In a decision rendered in September 2019, Justice Browne found the case had merit, was publicly important, and in the interests of justice for it to proceed. She found Beaver Lake was impecunious, having little or no money, such that “the litigation would be unable to proceed if the order were not made”. She found that the interests of justice would be best served through a partial interim costs order. She ordered that each party – Beaver Lake, Canada, and Alberta – share in the costs of the litigation and pay $300,000 each annually until the matter is resolved. In doing so, she recognized that the twin goals of reconciliation and access to justice could only be facilitated through such an order, which would start to address the gross power imbalance between the parties.

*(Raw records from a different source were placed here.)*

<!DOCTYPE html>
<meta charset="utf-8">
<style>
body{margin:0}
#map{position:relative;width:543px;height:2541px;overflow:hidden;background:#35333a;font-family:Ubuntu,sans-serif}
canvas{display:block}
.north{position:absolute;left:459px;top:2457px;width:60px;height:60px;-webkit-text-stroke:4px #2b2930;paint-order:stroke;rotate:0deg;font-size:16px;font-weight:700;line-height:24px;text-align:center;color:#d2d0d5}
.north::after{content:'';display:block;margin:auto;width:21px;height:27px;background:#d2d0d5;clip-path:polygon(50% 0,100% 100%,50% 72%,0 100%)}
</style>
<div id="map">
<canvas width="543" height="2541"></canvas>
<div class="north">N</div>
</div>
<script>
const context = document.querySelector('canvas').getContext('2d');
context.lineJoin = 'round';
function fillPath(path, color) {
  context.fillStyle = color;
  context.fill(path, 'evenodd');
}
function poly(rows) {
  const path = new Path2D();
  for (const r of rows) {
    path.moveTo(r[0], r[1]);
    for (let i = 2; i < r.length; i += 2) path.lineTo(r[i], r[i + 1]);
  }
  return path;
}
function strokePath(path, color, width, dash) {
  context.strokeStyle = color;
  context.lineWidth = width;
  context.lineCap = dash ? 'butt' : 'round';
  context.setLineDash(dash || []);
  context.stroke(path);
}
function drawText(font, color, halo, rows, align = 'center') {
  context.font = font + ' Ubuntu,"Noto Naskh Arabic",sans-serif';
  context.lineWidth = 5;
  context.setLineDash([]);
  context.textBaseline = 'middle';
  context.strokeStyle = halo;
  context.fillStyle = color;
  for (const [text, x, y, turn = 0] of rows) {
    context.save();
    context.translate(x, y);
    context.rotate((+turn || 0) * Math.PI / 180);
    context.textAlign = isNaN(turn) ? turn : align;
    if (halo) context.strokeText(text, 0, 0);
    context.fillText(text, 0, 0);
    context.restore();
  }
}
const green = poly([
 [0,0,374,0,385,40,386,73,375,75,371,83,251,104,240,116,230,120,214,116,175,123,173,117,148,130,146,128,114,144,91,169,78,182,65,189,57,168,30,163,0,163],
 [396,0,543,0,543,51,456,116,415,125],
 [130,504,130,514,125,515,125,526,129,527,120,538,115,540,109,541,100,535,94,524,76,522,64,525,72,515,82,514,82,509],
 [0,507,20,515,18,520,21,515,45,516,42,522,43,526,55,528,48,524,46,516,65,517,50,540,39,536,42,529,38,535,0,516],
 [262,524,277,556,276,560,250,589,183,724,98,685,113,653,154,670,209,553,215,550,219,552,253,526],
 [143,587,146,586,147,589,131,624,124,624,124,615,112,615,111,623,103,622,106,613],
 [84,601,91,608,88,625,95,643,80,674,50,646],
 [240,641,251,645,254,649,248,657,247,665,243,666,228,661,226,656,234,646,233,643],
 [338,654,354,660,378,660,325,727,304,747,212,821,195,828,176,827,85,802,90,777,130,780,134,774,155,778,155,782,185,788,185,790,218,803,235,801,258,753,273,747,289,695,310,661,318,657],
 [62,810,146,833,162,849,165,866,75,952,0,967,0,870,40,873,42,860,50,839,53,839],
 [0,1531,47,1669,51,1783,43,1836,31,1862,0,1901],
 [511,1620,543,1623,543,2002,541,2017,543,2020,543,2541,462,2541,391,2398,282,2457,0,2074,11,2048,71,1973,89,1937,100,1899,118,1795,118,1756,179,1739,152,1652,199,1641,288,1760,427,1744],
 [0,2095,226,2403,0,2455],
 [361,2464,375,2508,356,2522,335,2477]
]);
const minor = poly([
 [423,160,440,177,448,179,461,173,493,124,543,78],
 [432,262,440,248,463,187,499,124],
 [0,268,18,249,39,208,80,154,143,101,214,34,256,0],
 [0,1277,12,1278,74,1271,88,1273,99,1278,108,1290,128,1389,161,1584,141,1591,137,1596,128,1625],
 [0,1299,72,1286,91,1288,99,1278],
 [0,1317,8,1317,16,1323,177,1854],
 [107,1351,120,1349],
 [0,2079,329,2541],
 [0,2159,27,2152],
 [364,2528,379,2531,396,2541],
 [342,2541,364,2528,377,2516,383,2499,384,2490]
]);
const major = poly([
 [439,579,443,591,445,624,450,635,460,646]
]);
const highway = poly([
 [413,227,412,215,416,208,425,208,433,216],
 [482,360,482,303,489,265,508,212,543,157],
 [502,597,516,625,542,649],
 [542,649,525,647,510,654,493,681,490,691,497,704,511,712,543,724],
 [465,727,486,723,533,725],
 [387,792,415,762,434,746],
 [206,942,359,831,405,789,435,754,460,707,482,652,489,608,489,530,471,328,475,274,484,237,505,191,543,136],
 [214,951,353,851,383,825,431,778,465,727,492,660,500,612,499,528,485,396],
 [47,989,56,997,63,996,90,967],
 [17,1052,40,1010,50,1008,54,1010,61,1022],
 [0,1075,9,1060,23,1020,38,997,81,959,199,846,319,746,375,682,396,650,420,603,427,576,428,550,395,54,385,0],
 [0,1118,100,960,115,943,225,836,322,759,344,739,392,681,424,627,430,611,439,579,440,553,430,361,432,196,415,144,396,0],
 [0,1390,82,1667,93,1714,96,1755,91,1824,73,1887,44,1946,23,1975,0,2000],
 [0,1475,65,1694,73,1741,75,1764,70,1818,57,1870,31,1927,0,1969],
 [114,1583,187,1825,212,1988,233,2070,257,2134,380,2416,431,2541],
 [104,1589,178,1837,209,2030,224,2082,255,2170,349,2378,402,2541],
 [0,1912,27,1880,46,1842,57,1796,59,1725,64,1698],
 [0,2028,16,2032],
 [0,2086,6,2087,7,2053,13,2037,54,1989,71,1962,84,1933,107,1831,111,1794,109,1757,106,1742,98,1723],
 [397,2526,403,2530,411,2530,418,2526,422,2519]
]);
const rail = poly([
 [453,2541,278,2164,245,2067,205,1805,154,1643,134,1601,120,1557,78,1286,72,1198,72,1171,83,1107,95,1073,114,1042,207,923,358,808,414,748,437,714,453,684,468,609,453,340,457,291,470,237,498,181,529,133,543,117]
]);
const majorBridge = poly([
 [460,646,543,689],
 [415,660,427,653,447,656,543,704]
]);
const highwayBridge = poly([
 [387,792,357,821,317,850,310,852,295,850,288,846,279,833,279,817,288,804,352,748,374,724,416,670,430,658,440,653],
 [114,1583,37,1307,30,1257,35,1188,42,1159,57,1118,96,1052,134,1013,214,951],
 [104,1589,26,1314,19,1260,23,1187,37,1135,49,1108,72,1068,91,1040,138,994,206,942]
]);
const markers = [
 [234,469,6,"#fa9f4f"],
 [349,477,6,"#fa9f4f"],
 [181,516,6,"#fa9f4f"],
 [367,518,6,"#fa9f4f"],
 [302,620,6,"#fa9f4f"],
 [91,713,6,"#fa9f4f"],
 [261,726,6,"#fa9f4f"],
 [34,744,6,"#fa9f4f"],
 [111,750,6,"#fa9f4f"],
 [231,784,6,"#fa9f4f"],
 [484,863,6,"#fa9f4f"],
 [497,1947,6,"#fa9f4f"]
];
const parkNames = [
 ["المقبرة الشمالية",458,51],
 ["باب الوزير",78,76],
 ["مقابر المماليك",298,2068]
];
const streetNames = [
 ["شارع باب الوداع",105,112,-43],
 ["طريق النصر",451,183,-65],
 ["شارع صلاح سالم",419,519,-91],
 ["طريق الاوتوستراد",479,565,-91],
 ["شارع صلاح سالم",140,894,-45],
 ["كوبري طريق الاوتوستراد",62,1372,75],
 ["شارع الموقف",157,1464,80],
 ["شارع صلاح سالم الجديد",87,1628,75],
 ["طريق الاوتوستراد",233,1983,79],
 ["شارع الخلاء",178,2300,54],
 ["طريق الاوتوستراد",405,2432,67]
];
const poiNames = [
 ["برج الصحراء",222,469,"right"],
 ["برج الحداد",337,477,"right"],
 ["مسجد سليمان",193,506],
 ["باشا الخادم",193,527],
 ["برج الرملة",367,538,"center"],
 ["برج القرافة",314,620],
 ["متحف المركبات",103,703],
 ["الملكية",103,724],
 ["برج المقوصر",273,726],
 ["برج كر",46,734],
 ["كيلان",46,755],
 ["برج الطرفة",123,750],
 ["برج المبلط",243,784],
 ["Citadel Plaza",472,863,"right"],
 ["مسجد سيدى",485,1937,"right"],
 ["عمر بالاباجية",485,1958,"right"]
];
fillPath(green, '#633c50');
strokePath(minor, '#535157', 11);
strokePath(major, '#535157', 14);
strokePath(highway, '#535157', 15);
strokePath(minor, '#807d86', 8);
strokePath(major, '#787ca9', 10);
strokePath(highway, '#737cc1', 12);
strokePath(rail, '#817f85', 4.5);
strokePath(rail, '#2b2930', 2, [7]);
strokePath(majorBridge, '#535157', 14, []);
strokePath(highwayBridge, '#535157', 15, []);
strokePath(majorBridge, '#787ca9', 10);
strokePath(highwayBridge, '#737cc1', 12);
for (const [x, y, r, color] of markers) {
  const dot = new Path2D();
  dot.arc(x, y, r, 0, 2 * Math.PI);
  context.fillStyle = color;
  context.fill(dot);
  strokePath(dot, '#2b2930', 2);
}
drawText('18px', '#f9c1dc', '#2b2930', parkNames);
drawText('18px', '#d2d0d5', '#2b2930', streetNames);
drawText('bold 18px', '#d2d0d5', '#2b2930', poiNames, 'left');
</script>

Now, despite acknowledging the case has merit and is publicly important, Canada and Alberta have appealed the cost decision and continue to deny Beaver Lake’s financial poverty. Canada and Alberta could have chosen to accept Justice Browne’s decision, and moved ahead with having the matter heard on its merits in June 2024 – the date set for the 120-day trial – but in an effort to avoid the court setting a precedent on these important matters it instead chooses to argue about the extent of Beaver Lake’s financial poverty. The appeal, set for June 4, will determine whether or not the Nation will continue on their path to access justice, or whether it will be denied due to our financial poverty.
Canada and Alberta have attempted through their development of our lands to deprive my Nation of a meaningful way of life, a life that is rich and abundant. Now in this application they say we should spend every penny we have, regardless of whether we need that money to provide basic assistance and/or to meet the very basic needs of the community.
Our worldview as Indigenous peoples is grounded in the relationship that we have with the water, the air that we breathe, to the minerals in the ground, and all flora and fauna – walking, crawling, flying, swimming. It is through the privilege we have to be in this deep meaningful relationship that we commit to our collective efforts and resiliency in enforcing our rights. We do so, so that we are able to continue with our rich and abundant life, “as long as the sun shines, grass grows, and rivers flow”.